When I studied biotechnology at university, we discussed genetically modified (GM) products in quite a bit of detail alongside many of the ethical issues associated with these foods. One of our assignments was to write a 3,500 report to discuss the ethics of using gene technology. Initially I was indifferent on the matter, however after studying the subject in so much detail, I formed quite a strong personal opinion.
GM crops have their genetic information altered by changing the sequence contained within the DNA structure. The DNA is essentially the complex code that tells the organism how to function.
Over millions of years, DNA has been altered as a result of natural mutations from evolution. A mutation may occur in some offspring (be it bacteria, plant, animal and so on). If this mutation proves superior to the old genetic code, then the old code will become redundant and eventually the new code will take over.
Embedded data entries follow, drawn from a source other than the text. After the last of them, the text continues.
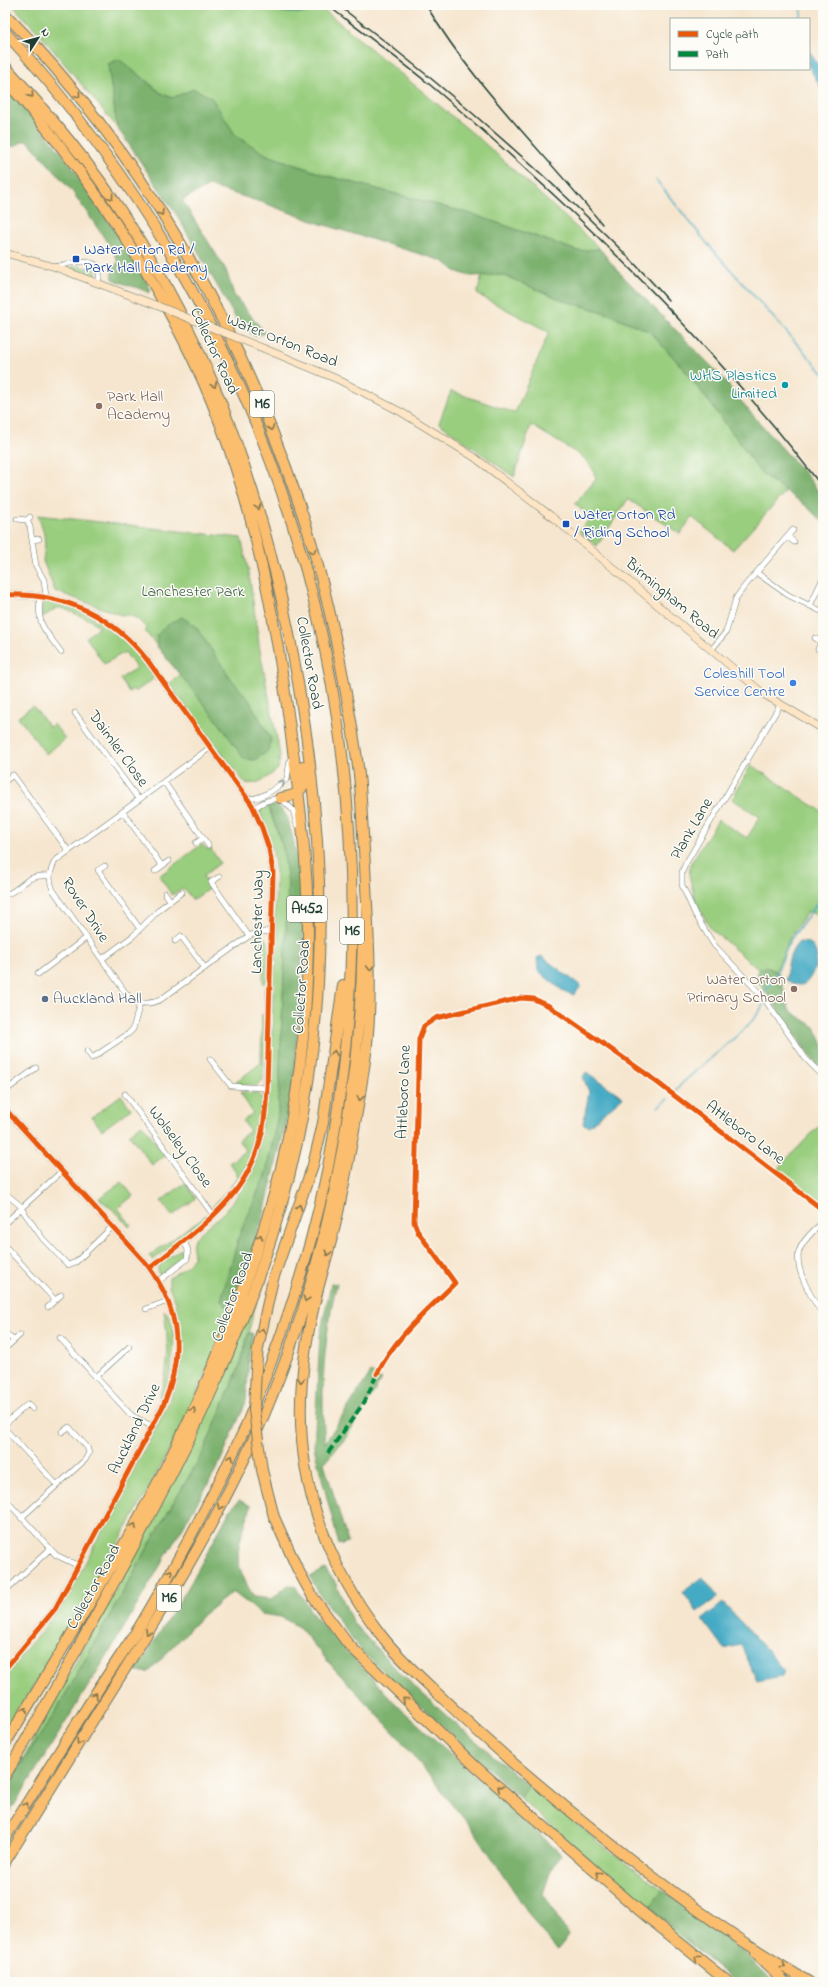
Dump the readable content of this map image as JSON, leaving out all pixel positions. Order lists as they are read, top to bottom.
{
  "streets": {
    "highway": ["Collector Road", "M6", "A452"],
    "street": [
      "Water Orton Road",
      "Birmingham Road",
      "Daimler Close",
      "Plank Lane",
      "Rover Drive",
      "Lanchester Way",
      "Attleboro Lane",
      "Wolseley Close",
      "Auckland Drive"
    ]
  },
  "crossings": [
    ["Water Orton Road", "Birmingham Road"],
    ["Birmingham Road", "Plank Lane"],
    ["Daimler Close", "Rover Drive"],
    ["Rover Drive", "Lanchester Way"],
    ["Lanchester Way", "Wolseley Close"],
    ["Lanchester Way", "Auckland Drive"]
  ],
  "parks": ["Lanchester Park"],
  "places": {
    "transit": ["Water Orton Rd / Park Hall Academy", "Water Orton Rd / Riding School"],
    "other": [
      "WHS Plastics Limited",
      "Park Hall Academy",
      "Coleshill Tool Service Centre",
      "Water Orton Primary School",
      "Auckland Hall"
    ]
  },
  "legend": ["Cycle path", "Path"],
  "north": "top right"
}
Consider giraffes as a very basic example. A pack of giraffes with various length necks have survived in a particular location with both tall and short trees - the genetic code for long and short necks are both as effective as each other. Several of them move to a new location where there are only tall trees. The giraffes with short necks die off because they cannot feed themselves. The genetic code for long necks proves superior in this new environment.
Now natural evolution occurs over many, many, many lifetimes - we are talking thousands of years. It is a very slow process. With genetic modification technology, humans are able to implement changes on a large scale within a fraction of a lifetime.
The problem with this is that we cannot predict with 100% certainty the effects of the gene modification. If the DNA of a plant is altered, we do not know the long-term consequences of this on human beings, other animals and the environment. Don't get me wrong - a LOT of research and clinical trials are carried out before releasing genetically modified species into the wild - but how do we know that this will not result in problems 50 years down the track? Could our offspring be adversely affected? Human beings have naturally evolved to consume natural food, not to consume genetically modified food. We really do not know if there will be consequences because this is such a new technology. We also still know very little with regards to genetics.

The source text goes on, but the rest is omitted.